Okay. There's sand in his clothes, in the folds and creases. Itches like hell. Hank realizes then that he's been uselessly lying on the beach for a good few minutes. Doesn't know when exactly, but he does sit up. The sun's lower than it was before.  
Connor welcomes him back, smiles at him. Hank catches sight of his tail: it's wet again, definitely wet, he must've been back in the water, briefly, at some point during his little episode.  
“Sorry”, he says, “Sorry.”  
“Don't be. It's okay.”  
“Cole talks a lot about you, you know”, Hank hears himself blurting out. Another piece of his life he places down in the sand between the two of them. That's okay, he thinks.  
Connor smiles; again, or still, a previous smile widening. “You can tell him that I think about him, too, a lot.”  
“Yeah.” He's still taller than Connor, even when sitting. He realizes that he doesn't like sitting here, he'd rather sit on a boat, far out, with a rope and his son. It doesn't feel like something he'd usually do.
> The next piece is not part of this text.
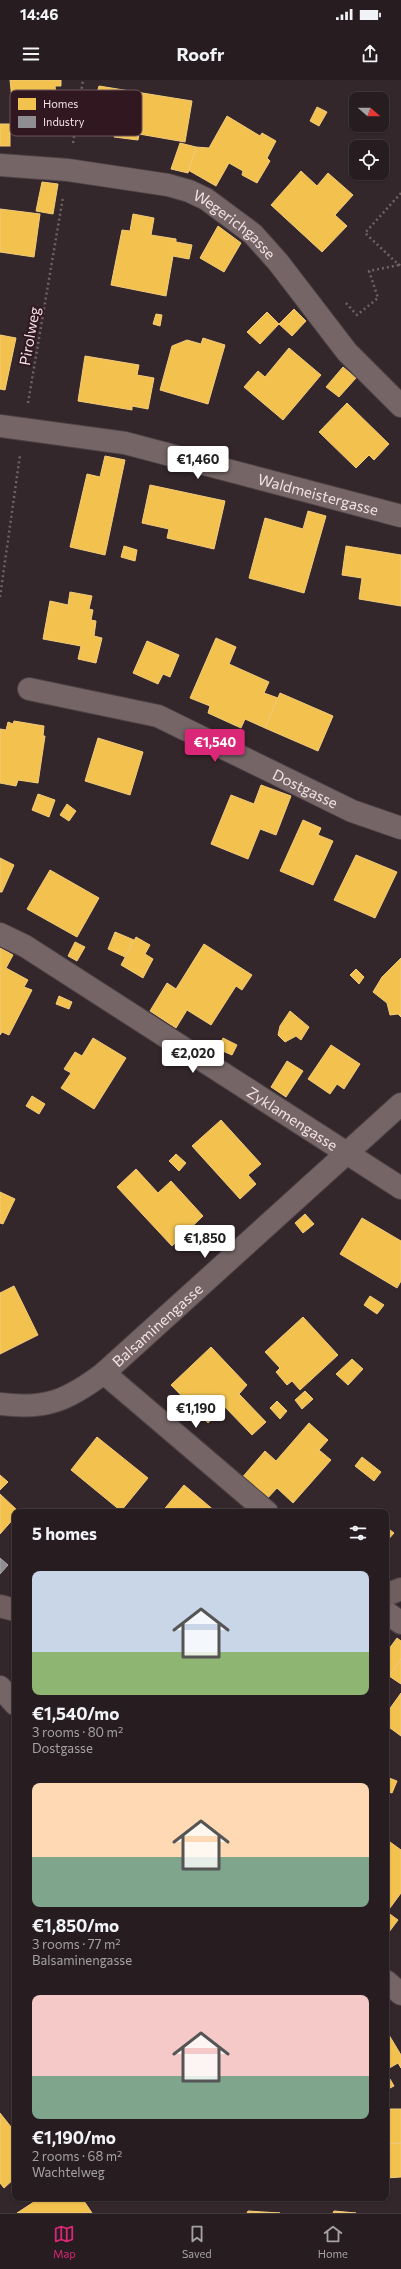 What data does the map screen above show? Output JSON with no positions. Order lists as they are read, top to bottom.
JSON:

Something in his chest, a pain that he'd rather not name or locate, and he knows he's going to continue.  
“Talks about you a whole lot. He wants ya to eat breakfast with us sometimes. During breakfast, he says these things.”  
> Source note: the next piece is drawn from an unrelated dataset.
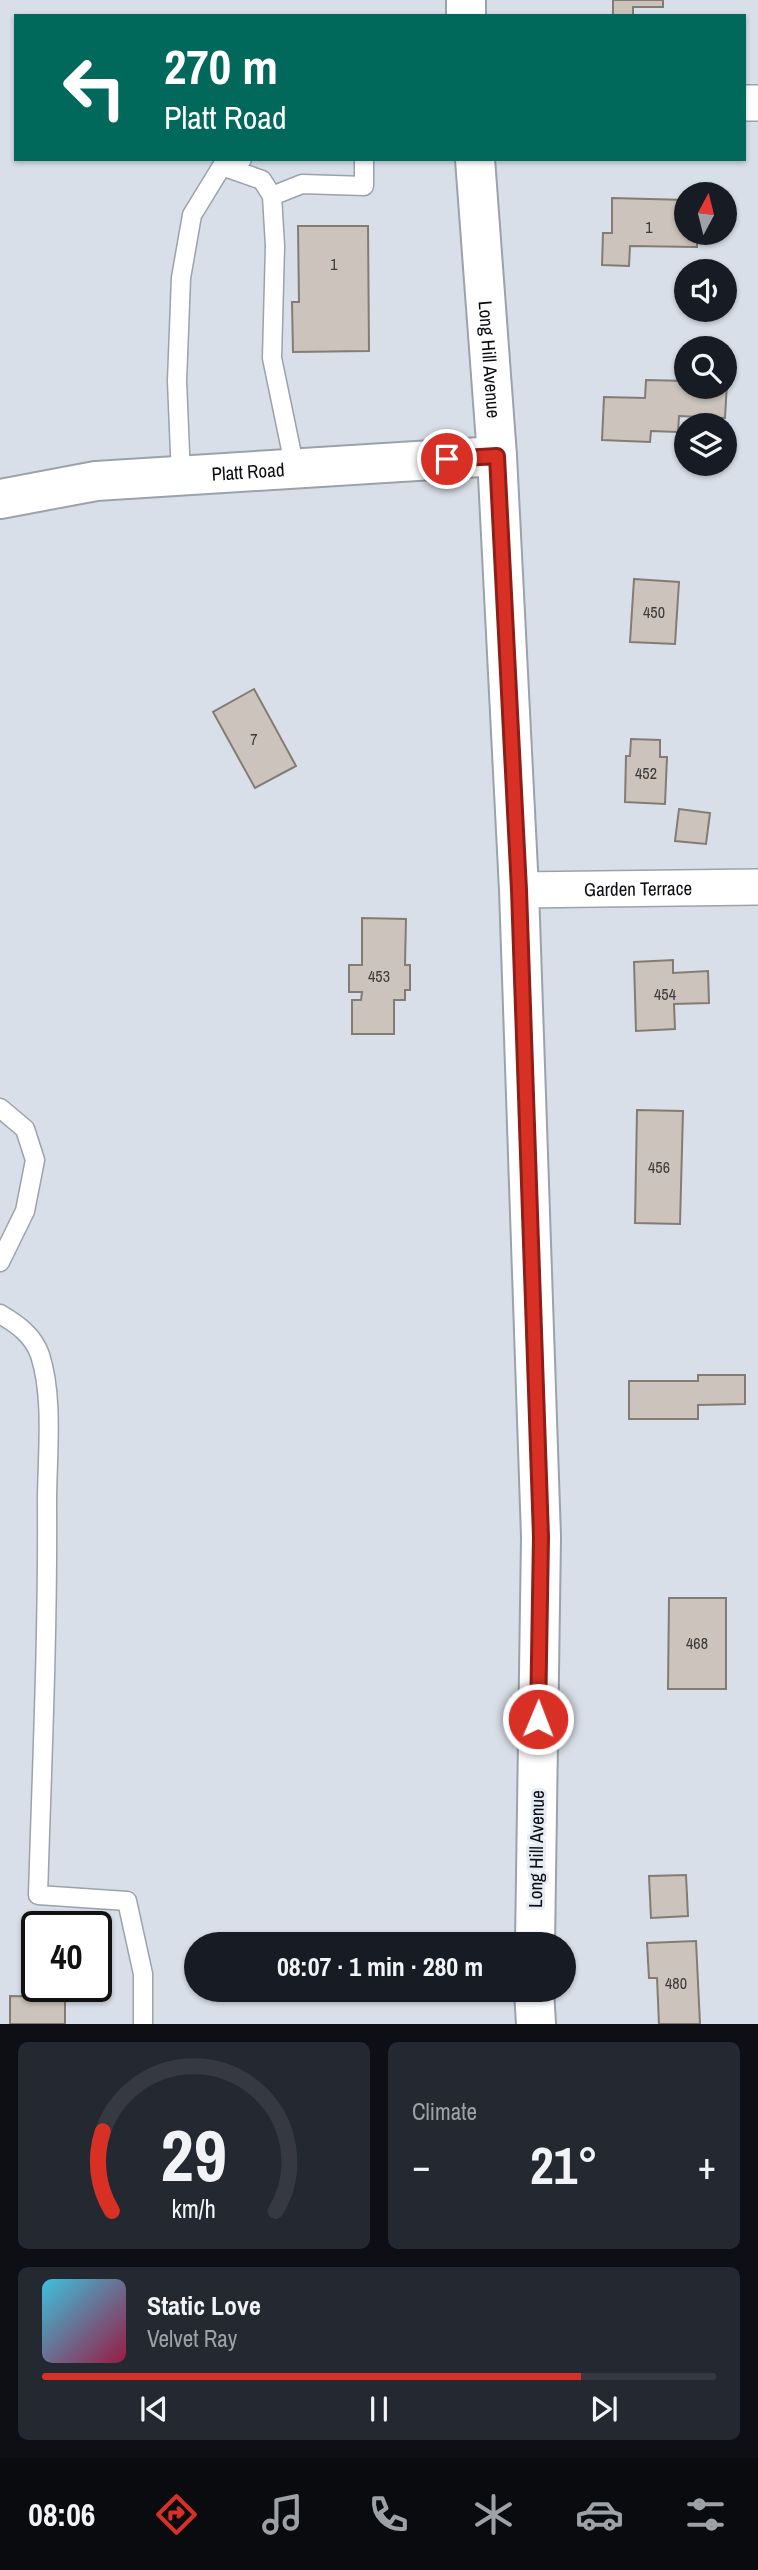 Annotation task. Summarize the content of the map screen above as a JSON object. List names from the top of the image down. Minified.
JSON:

“I'd like to join you, Hank. Eat breakfast with you. What does he like? To eat, I mean?”  
Involuntarily, Hank has to smile. Starts talking and doesn't stop talking for a long while. Talks about how he likes bread, buttered bread with a ridiculous amount of strawberry jam on top. How he carves faces into them sometimes instead of eating, how he can easily down four glasses of chocolate milk in one go without a single regret, can you imagine? How he'd offer Connor his bed and sleep in the bathtub instead if that means that he can stay, and how - no - it should be the other way around.  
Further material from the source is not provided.